-- Material for this task follows --

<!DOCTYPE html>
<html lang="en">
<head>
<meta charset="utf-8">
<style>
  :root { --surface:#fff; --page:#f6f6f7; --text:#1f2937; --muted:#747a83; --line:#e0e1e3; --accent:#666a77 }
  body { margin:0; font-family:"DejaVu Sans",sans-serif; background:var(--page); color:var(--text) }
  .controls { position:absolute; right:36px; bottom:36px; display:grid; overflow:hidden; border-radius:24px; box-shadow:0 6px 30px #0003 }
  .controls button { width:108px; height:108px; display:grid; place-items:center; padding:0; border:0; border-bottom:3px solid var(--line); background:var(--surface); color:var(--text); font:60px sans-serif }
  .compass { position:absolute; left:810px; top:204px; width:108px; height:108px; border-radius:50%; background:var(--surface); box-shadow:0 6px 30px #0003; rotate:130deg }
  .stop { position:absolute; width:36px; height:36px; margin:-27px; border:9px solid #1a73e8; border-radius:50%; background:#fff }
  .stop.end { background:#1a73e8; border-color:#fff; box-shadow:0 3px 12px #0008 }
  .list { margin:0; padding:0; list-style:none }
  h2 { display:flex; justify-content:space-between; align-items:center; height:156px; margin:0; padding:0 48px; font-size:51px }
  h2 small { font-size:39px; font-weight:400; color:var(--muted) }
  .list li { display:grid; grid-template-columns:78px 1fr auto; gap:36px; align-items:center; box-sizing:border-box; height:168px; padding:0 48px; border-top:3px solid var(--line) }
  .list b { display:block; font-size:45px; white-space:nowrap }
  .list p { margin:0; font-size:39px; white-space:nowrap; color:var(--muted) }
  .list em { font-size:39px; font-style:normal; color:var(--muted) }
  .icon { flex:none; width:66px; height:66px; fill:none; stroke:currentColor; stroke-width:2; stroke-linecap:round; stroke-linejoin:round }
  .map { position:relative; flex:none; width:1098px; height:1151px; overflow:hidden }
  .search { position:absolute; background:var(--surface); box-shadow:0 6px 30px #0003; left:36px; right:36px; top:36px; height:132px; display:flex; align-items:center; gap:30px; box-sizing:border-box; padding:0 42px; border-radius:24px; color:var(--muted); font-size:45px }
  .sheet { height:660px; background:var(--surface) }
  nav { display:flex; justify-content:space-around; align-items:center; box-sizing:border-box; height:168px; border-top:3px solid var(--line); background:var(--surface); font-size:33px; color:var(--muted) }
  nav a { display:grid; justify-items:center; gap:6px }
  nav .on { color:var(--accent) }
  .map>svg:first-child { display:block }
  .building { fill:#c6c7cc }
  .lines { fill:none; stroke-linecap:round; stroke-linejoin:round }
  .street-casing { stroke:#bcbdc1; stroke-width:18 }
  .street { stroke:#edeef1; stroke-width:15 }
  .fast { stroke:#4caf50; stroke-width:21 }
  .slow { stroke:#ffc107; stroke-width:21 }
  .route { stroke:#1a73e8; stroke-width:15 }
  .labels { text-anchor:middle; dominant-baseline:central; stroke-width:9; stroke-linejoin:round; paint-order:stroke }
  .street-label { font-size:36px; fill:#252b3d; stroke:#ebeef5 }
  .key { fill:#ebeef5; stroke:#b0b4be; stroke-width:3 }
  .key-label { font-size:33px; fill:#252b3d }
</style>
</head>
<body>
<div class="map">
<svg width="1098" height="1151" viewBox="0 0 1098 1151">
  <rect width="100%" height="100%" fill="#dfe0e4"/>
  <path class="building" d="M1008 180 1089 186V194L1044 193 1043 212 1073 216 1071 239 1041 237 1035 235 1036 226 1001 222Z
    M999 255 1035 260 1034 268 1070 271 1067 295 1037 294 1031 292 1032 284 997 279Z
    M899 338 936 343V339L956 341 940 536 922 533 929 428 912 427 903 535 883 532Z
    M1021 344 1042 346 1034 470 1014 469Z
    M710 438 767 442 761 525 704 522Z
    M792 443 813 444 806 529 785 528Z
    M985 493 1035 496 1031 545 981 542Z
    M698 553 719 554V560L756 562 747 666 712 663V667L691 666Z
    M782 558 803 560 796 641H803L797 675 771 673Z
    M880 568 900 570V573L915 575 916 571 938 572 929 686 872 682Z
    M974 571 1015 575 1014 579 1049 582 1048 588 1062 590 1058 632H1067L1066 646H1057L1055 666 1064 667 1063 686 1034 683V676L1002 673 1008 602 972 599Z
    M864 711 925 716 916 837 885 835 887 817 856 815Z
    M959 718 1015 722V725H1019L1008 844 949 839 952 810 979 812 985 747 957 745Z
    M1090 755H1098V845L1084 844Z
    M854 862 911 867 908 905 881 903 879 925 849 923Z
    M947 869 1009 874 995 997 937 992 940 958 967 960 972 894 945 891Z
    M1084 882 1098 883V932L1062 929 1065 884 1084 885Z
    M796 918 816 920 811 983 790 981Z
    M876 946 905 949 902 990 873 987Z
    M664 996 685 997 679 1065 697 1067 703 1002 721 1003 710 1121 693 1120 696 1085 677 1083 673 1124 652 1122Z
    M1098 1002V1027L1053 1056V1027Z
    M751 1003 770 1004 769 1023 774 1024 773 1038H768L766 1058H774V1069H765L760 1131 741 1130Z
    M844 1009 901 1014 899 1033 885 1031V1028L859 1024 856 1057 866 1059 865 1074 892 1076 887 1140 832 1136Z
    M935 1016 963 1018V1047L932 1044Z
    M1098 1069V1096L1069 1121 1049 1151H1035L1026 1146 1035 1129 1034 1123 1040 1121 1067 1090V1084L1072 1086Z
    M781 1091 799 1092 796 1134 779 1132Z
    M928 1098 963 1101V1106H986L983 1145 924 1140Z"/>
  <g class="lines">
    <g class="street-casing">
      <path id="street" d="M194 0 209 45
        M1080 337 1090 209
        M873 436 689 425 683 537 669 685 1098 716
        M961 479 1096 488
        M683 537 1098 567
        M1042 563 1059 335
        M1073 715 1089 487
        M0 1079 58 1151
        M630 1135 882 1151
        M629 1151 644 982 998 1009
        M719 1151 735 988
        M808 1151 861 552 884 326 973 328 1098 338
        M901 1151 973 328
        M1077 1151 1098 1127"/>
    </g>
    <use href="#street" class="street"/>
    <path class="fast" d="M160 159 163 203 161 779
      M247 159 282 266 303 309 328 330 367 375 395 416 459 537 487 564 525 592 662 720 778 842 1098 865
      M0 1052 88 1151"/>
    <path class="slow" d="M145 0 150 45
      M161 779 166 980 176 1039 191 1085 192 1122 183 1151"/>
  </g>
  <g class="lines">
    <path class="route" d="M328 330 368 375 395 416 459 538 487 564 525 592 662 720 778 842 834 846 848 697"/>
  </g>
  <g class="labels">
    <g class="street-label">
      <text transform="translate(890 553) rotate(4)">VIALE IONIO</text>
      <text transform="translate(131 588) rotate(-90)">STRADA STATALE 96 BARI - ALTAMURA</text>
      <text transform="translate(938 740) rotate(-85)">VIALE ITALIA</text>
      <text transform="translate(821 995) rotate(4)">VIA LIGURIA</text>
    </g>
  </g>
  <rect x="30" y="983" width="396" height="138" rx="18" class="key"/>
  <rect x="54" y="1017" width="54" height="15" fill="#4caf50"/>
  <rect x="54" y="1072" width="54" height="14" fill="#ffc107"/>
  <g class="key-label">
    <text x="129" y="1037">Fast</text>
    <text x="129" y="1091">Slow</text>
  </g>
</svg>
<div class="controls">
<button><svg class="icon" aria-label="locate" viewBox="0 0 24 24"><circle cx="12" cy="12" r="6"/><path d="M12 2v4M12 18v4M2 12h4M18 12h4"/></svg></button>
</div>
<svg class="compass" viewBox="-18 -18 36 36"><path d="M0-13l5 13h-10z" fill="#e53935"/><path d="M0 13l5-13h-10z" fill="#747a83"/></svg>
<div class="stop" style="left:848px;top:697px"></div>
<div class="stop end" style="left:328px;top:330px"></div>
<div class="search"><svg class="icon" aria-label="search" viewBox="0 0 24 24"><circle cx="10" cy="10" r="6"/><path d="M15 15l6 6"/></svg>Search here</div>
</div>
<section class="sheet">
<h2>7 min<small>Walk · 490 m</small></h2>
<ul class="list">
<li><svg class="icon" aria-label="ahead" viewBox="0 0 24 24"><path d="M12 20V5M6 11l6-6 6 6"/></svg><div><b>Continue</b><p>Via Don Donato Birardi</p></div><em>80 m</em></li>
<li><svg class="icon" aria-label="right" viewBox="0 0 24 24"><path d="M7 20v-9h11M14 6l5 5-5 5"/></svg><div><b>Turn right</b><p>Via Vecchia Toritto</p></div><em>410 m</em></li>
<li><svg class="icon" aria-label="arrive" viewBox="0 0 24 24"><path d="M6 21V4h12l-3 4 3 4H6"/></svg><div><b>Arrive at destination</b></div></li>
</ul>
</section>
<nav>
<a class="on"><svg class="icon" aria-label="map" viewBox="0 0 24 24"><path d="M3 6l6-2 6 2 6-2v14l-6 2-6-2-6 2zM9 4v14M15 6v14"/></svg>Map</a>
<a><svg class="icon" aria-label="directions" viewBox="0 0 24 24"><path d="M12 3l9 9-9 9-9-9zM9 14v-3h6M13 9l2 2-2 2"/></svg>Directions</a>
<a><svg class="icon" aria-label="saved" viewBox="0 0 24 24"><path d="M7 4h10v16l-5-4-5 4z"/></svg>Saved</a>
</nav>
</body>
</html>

-- Material for this task concluded --

What the task asks — Transcribe the records above from the line holding "position:absolute; right:36px; bottom:36px;" down to the line holding "margin:0; padding:0; list-style:none", inclusive, without adding anything.

Reply —
  .controls { position:absolute; right:36px; bottom:36px; display:grid; overflow:hidden; border-radius:24px; box-shadow:0 6px 30px #0003 }
  .controls button { width:108px; height:108px; display:grid; place-items:center; padding:0; border:0; border-bottom:3px solid var(--line); background:var(--surface); color:var(--text); font:60px sans-serif }
  .compass { position:absolute; left:810px; top:204px; width:108px; height:108px; border-radius:50%; background:var(--surface); box-shadow:0 6px 30px #0003; rotate:130deg }
  .stop { position:absolute; width:36px; height:36px; margin:-27px; border:9px solid #1a73e8; border-radius:50%; background:#fff }
  .stop.end { background:#1a73e8; border-color:#fff; box-shadow:0 3px 12px #0008 }
  .list { margin:0; padding:0; list-style:none }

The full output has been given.